___ SUPPLIED RECORDS

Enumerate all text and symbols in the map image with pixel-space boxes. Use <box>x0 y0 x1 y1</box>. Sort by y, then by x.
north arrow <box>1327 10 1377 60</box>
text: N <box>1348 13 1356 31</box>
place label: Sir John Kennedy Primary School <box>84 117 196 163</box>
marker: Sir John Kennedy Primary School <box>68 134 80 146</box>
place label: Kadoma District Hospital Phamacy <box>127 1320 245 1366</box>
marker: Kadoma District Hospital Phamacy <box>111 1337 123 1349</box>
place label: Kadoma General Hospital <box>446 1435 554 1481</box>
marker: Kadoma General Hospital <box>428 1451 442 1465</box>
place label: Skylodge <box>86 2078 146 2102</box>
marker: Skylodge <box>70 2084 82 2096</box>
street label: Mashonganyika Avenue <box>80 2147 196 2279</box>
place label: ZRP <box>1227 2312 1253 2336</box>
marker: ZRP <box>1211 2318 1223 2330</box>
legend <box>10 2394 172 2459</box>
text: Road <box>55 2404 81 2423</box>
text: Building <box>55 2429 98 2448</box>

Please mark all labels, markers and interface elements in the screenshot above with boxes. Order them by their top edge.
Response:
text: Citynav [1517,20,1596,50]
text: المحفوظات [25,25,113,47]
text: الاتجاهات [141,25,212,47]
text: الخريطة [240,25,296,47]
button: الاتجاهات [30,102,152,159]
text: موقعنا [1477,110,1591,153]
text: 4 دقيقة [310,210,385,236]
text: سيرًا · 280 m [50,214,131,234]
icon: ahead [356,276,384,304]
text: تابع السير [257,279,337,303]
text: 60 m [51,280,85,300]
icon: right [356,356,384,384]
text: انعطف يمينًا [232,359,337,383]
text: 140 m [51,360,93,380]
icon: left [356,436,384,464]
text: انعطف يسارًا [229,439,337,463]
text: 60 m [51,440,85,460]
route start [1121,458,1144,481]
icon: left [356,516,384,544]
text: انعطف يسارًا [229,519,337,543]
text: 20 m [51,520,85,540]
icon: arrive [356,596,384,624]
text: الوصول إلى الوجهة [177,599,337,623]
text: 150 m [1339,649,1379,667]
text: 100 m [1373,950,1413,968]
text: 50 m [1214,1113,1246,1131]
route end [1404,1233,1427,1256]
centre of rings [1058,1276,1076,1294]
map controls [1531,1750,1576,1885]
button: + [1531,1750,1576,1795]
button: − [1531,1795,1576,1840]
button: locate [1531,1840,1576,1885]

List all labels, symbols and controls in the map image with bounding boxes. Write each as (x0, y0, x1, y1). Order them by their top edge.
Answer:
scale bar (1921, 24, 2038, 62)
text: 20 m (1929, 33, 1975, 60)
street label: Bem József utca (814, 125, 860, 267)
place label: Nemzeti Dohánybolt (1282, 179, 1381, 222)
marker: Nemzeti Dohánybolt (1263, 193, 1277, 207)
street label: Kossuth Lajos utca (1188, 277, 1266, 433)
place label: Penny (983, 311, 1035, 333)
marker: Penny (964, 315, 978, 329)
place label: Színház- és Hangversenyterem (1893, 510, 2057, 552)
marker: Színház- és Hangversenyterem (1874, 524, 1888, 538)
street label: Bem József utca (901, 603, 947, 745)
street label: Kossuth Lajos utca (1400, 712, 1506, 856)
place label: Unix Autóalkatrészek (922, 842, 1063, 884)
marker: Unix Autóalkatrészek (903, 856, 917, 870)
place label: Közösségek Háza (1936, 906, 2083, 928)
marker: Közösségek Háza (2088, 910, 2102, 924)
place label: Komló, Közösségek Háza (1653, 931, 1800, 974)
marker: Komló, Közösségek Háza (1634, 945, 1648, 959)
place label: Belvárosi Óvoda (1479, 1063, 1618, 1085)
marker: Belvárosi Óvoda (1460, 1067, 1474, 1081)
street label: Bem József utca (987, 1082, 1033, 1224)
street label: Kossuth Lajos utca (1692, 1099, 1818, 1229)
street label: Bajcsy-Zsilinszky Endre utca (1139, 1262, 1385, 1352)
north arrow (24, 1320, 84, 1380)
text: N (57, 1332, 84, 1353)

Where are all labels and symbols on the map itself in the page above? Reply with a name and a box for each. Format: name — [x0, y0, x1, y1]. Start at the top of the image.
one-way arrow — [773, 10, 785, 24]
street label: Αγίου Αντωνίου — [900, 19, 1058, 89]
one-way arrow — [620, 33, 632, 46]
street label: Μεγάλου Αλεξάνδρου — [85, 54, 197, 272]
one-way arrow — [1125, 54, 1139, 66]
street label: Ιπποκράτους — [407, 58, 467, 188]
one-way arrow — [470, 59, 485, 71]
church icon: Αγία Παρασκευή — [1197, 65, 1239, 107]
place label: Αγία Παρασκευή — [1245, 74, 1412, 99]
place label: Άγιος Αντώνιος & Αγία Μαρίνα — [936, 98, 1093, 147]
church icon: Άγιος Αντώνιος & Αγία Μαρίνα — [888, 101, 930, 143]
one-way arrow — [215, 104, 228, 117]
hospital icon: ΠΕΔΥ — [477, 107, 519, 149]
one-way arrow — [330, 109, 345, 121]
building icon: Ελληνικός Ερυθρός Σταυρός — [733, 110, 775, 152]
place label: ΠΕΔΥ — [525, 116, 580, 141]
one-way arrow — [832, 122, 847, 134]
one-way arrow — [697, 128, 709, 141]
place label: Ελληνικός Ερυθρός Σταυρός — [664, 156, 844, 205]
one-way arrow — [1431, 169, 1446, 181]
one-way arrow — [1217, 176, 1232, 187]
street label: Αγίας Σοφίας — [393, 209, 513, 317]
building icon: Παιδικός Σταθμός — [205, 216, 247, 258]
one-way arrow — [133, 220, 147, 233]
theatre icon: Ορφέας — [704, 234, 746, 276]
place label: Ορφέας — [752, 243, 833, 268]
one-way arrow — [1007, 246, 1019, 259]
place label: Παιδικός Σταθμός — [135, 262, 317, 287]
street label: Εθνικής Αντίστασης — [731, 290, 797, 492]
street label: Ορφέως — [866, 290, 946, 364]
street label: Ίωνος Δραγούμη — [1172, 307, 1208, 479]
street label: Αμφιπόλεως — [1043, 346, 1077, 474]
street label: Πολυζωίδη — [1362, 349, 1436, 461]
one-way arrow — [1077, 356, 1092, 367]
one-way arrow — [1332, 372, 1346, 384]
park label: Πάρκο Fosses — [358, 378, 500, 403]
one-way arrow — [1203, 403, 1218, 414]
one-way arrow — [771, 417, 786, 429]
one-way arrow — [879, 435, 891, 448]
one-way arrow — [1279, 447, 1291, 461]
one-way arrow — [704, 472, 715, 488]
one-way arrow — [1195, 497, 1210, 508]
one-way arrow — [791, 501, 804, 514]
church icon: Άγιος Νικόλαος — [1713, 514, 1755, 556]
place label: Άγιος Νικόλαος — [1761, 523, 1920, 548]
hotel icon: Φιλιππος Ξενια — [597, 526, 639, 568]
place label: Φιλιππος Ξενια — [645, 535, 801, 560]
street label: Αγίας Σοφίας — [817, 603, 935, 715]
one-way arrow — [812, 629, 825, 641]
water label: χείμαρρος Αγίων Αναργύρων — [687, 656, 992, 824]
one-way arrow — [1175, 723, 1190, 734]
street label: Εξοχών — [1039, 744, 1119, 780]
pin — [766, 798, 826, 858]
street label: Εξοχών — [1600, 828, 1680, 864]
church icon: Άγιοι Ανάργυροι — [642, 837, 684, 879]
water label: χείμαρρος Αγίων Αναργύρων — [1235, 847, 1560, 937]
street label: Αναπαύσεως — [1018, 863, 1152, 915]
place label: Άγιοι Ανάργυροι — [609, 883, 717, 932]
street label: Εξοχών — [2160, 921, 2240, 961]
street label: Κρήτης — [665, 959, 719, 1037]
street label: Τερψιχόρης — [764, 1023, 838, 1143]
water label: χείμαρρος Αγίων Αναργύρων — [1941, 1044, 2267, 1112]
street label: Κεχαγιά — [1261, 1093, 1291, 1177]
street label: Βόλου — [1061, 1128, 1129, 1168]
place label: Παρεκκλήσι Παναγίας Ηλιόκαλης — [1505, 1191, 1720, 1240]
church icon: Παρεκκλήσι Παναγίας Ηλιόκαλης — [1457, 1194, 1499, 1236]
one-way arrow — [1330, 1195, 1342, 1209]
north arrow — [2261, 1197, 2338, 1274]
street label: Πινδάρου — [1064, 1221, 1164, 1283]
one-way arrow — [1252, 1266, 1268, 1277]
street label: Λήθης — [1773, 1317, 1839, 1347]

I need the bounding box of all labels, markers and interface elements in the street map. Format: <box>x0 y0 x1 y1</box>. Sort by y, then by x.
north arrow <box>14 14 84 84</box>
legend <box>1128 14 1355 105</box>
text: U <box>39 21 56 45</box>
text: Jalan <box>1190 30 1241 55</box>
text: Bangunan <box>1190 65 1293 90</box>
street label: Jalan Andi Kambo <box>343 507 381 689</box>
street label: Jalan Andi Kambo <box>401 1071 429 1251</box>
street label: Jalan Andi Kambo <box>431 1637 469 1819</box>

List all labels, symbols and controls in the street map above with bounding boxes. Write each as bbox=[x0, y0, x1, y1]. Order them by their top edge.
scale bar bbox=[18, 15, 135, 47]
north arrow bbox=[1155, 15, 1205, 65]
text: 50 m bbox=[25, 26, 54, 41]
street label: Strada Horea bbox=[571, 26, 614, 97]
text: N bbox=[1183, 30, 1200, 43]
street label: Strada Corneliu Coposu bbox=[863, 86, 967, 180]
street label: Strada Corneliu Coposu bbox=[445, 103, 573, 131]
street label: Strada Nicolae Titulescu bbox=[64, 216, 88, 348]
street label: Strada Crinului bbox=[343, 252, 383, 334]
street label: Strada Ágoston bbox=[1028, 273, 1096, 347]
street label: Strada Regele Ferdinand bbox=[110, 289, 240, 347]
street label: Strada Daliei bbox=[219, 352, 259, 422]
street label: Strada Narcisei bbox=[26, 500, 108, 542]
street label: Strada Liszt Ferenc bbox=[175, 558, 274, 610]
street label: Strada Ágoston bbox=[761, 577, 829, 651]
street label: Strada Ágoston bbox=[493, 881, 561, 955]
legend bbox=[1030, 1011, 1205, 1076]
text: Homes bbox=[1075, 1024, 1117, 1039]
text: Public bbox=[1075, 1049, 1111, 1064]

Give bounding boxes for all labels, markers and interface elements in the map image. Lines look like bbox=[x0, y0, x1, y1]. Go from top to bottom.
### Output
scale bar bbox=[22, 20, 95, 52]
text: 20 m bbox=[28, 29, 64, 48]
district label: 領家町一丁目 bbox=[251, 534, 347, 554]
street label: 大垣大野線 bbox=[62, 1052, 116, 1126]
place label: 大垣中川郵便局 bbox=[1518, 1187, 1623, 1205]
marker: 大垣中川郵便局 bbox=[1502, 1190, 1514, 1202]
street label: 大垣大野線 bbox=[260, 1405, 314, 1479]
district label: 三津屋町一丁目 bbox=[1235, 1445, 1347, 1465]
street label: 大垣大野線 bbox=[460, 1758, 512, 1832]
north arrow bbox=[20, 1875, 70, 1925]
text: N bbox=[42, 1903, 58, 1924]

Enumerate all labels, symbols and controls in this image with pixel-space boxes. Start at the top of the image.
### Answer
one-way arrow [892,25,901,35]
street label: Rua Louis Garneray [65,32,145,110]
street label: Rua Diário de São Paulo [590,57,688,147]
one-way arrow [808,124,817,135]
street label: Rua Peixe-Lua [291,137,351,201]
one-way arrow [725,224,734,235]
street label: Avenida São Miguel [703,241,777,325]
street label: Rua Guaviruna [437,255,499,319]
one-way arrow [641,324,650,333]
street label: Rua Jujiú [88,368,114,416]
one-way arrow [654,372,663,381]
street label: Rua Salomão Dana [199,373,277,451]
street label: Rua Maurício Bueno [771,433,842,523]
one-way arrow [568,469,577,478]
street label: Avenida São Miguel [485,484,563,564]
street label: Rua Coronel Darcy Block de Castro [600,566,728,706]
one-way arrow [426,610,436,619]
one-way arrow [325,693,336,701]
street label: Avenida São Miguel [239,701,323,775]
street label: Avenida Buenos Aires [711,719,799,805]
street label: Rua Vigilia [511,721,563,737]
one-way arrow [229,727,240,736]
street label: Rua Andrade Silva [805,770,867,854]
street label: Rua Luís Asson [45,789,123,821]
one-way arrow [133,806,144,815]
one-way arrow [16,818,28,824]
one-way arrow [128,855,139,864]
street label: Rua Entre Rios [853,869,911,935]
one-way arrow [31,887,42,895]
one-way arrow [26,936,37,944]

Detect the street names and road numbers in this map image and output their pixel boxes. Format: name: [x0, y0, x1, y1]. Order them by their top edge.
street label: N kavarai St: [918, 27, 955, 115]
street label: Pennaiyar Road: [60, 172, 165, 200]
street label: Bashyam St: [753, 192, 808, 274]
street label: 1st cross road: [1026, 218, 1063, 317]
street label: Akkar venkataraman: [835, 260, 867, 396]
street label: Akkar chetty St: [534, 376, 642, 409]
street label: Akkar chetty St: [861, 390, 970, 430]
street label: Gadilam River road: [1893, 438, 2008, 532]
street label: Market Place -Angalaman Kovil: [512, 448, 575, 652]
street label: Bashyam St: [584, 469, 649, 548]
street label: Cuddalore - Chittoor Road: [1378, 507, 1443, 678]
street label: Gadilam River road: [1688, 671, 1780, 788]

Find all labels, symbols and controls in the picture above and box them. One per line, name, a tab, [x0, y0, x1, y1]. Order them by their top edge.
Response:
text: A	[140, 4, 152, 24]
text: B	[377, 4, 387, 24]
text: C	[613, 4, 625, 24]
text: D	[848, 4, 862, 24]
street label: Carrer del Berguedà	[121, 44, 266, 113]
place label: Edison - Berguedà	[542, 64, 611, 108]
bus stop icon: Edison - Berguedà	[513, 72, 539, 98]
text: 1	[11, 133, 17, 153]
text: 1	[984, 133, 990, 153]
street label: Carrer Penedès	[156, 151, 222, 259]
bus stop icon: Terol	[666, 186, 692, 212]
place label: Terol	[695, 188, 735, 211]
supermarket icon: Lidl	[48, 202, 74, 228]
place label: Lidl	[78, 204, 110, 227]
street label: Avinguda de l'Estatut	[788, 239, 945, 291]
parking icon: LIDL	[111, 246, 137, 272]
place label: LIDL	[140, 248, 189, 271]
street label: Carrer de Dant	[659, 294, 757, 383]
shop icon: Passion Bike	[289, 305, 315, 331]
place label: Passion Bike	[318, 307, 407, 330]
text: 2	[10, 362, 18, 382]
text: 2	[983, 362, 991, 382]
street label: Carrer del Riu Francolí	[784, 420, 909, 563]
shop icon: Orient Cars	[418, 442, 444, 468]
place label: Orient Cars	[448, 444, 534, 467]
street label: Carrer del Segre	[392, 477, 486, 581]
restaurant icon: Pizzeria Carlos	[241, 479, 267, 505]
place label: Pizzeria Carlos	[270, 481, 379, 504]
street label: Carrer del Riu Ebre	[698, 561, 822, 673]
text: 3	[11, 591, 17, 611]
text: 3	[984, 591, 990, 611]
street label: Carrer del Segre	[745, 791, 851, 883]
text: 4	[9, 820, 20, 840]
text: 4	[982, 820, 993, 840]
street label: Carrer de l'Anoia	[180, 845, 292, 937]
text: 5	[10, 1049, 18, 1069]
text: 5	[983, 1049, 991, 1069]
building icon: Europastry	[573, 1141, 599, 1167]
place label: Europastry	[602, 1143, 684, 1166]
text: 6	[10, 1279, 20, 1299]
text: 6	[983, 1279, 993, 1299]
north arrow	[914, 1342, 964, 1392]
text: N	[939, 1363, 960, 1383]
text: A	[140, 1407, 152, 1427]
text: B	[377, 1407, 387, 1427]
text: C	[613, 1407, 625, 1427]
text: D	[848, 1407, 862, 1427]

______

> [YOUR GOAL] Where the word "Αντώνιος" shows up in a line of the entries above, copy that line.

> [EXERCISE RESPONSE]
place label: Άγιος Αντώνιος & Αγία Μαρίνα — [936, 98, 1093, 147]
church icon: Άγιος Αντώνιος & Αγία Μαρίνα — [888, 101, 930, 143]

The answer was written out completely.